▶ _Problem requirements_
Every line that holds the word "crossings" needs to be copied from the data below.

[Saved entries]
_ _ _ _ _

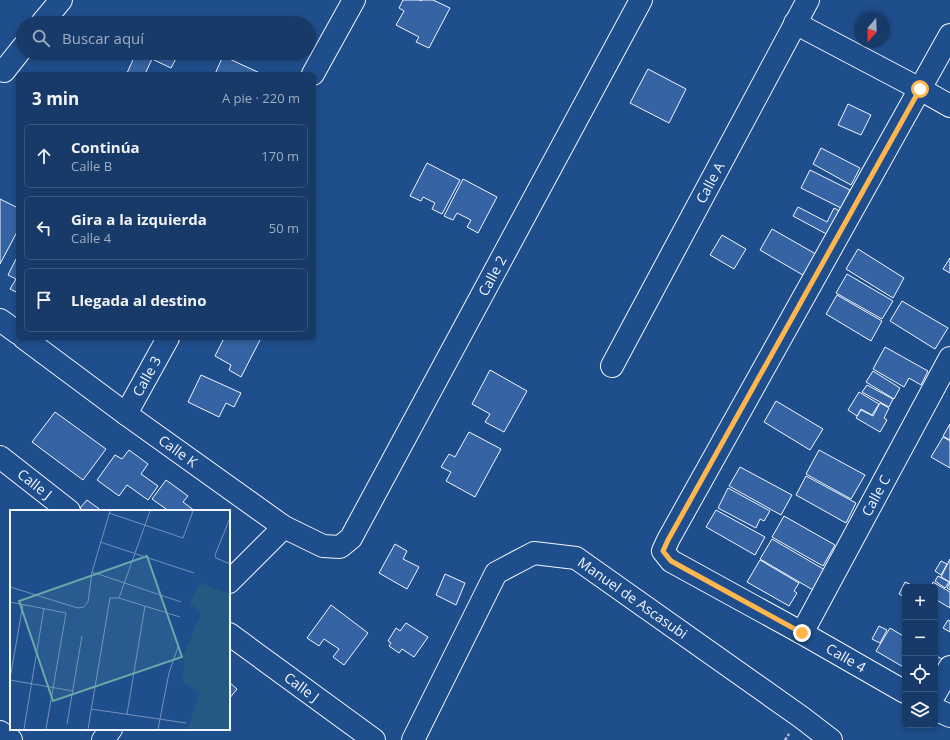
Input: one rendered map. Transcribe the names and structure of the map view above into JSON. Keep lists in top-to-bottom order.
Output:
{
  "streets": {
    "street": [
      "Calle A",
      "Calle 2",
      "Calle 3",
      "Calle K",
      "Calle J",
      "Calle C",
      "Manuel de Ascasubi",
      "Calle 4"
    ]
  },
  "crossings": [
    ["Calle 2", "Calle K"],
    ["Calle 3", "Calle K"],
    ["Calle C", "Calle 4"]
  ],
  "north": "bottom",
  "page": {
    "search": "Buscar aquí",
    "heading": ["3 min", "A pie · 220 m"],
    "list": [
      ["Continúa", "Calle B", "170 m"],
      ["Gira a la izquierda", "Calle 4", "50 m"],
      "Llegada al destino"
    ],
    "map_buttons": ["+", "−"]
  }
}
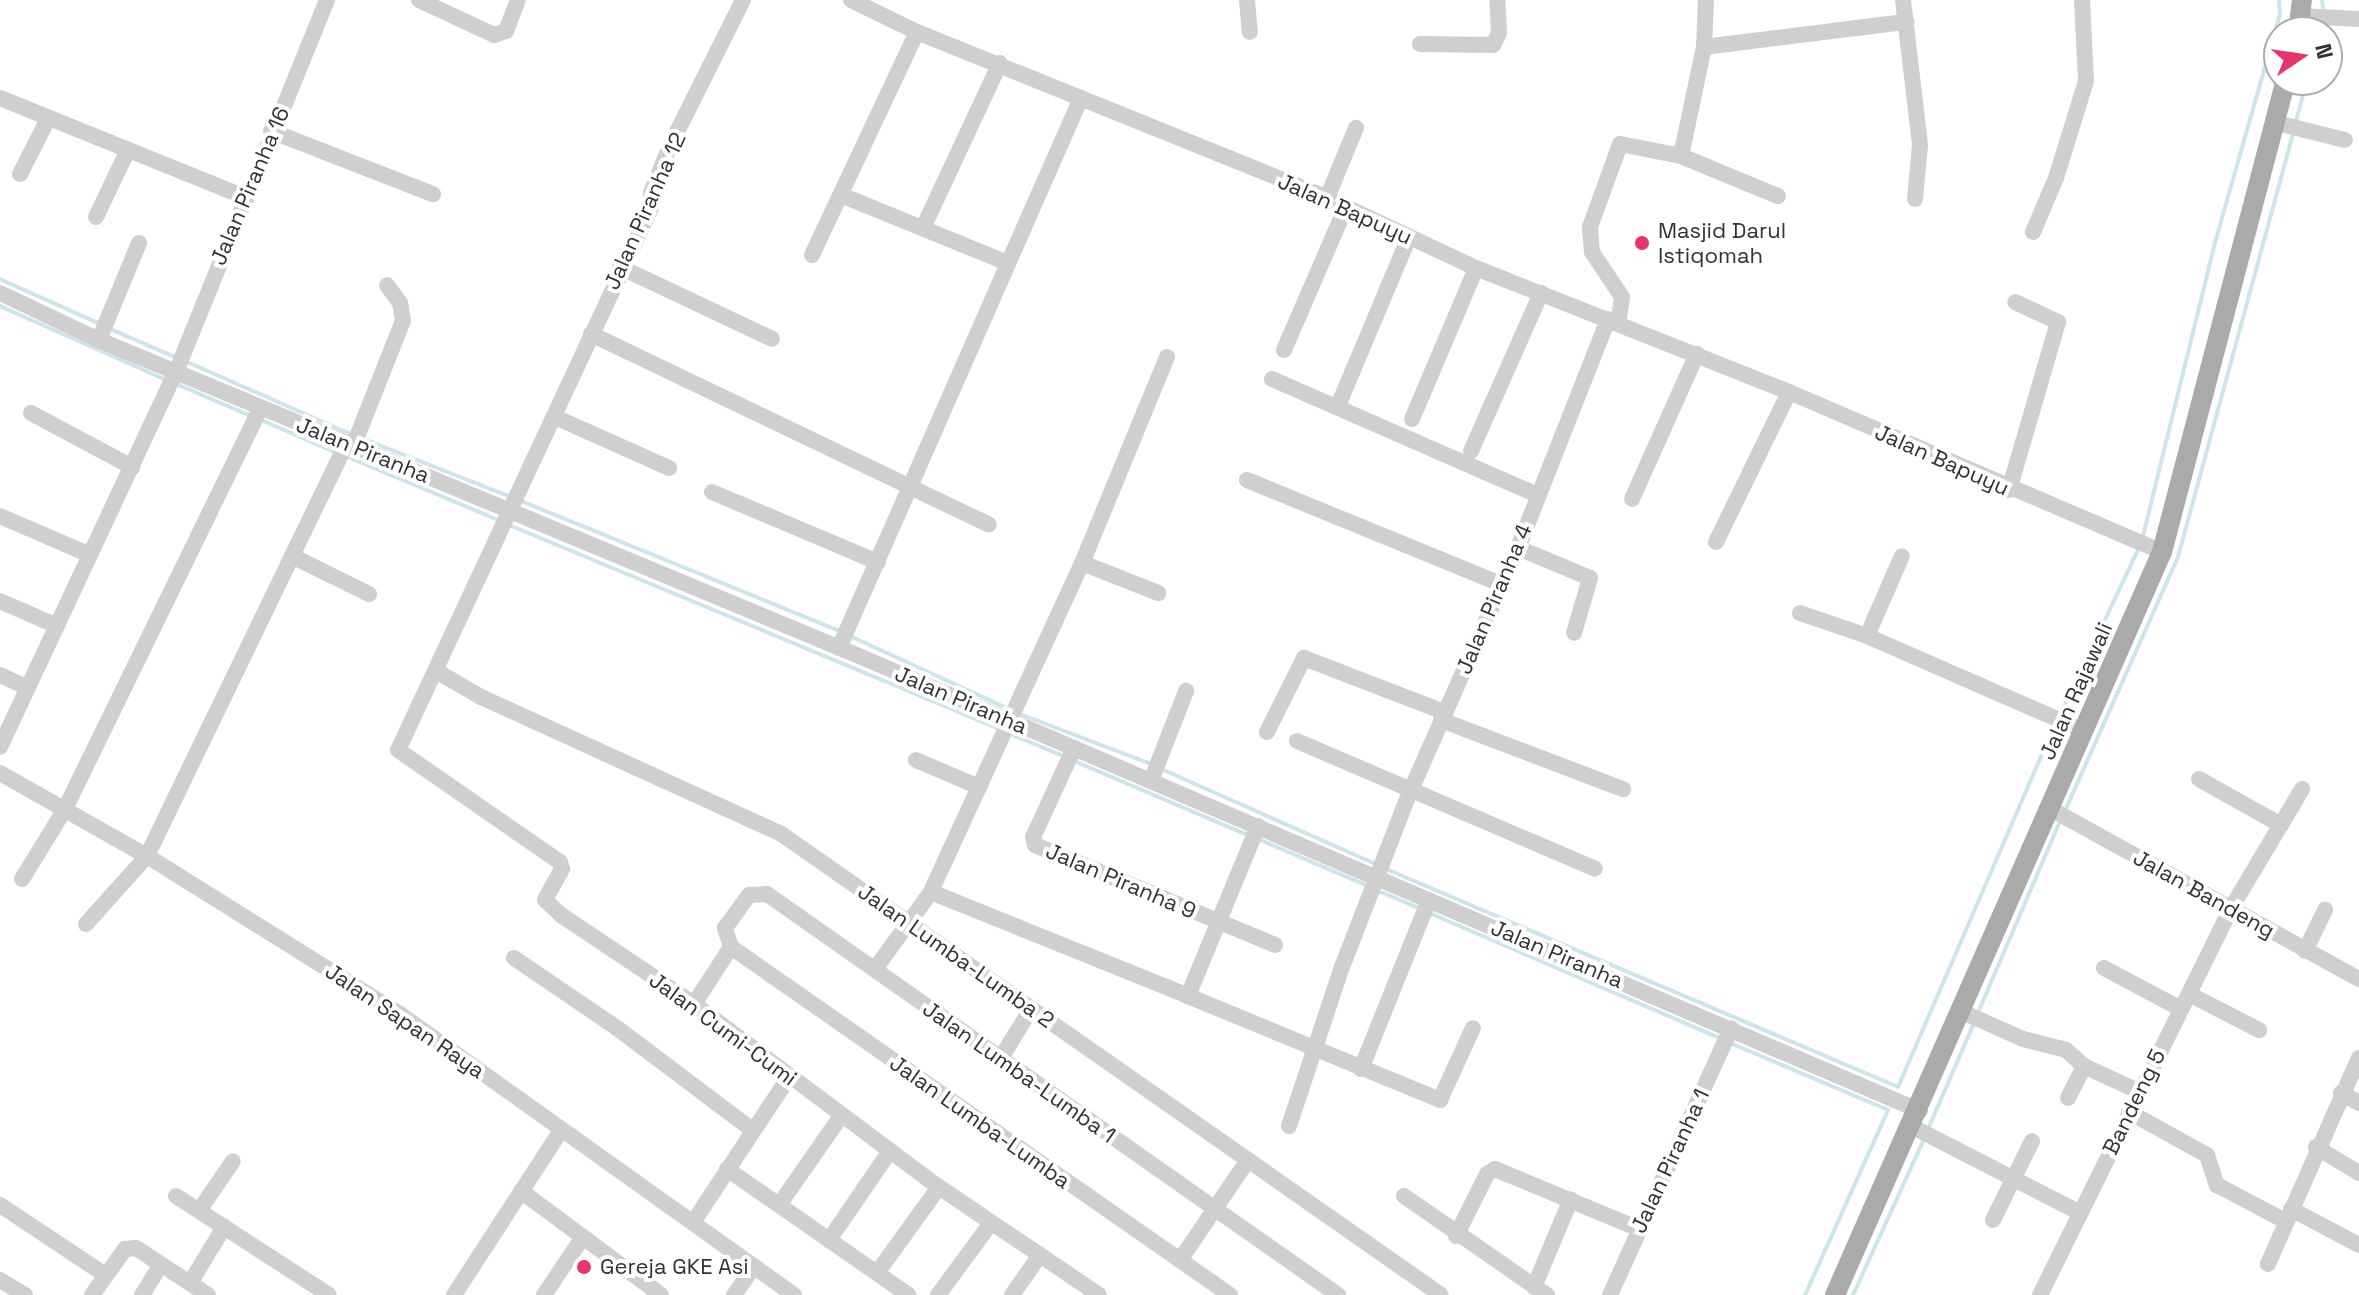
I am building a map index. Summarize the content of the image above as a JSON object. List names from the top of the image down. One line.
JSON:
{"streets":{"main road":["Jalan Rajawali"],"street":["Jalan Piranha 16","Jalan Bapuyu","Jalan Piranha 12","Jalan Piranha","Jalan Piranha 4","Jalan Piranha 9","Jalan Bandeng","Jalan Lumba-Lumba 2","Jalan Sapan Raya","Jalan Cumi-Cumi","Jalan Lumba-Lumba 1","Bandeng 5","Jalan Lumba-Lumba","Jalan Piranha 1"]},"crossings":[["Jalan Piranha 16","Jalan Piranha"],["Jalan Bapuyu","Jalan Piranha 4"],["Jalan Bapuyu","Jalan Rajawali"],["Jalan Piranha 12","Jalan Piranha"],["Jalan Piranha 12","Jalan Lumba-Lumba 2"],["Jalan Piranha 12","Jalan Cumi-Cumi"],["Jalan Piranha","Jalan Piranha 4"],["Jalan Piranha","Jalan Rajawali"],["Jalan Piranha","Jalan Piranha 9"],["Jalan Piranha","Bandeng 5"],["Jalan Piranha","Jalan Piranha 1"],["Jalan Rajawali","Jalan Bandeng"],["Jalan Bandeng","Bandeng 5"],["Jalan Lumba-Lumba 1","Jalan Lumba-Lumba"]],"places":["Masjid Darul Istiqomah","Gereja GKE Asi"],"north":"right"}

_ _ _ _ _

▶ _Response box_
  "crossings": [
{"streets":{"main road":["Jalan Rajawali"],"street":["Jalan Piranha 16","Jalan Bapuyu","Jalan Piranha 12","Jalan Piranha","Jalan Piranha 4","Jalan Piranha 9","Jalan Bandeng","Jalan Lumba-Lumba 2","Jalan Sapan Raya","Jalan Cumi-Cumi","Jalan Lumba-Lumba 1","Bandeng 5","Jalan Lumba-Lumba","Jalan Piranha 1"]},"crossings":[["Jalan Piranha 16","Jalan Piranha"],["Jalan Bapuyu","Jalan Piranha 4"],["Jalan Bapuyu","Jalan Rajawali"],["Jalan Piranha 12","Jalan Piranha"],["Jalan Piranha 12","Jalan Lumba-Lumba 2"],["Jalan Piranha 12","Jalan Cumi-Cumi"],["Jalan Piranha","Jalan Piranha 4"],["Jalan Piranha","Jalan Rajawali"],["Jalan Piranha","Jalan Piranha 9"],["Jalan Piranha","Bandeng 5"],["Jalan Piranha","Jalan Piranha 1"],["Jalan Rajawali","Jalan Bandeng"],["Jalan Bandeng","Bandeng 5"],["Jalan Lumba-Lumba 1","Jalan Lumba-Lumba"]],"places":["Masjid Darul Istiqomah","Gereja GKE Asi"],"north":"right"}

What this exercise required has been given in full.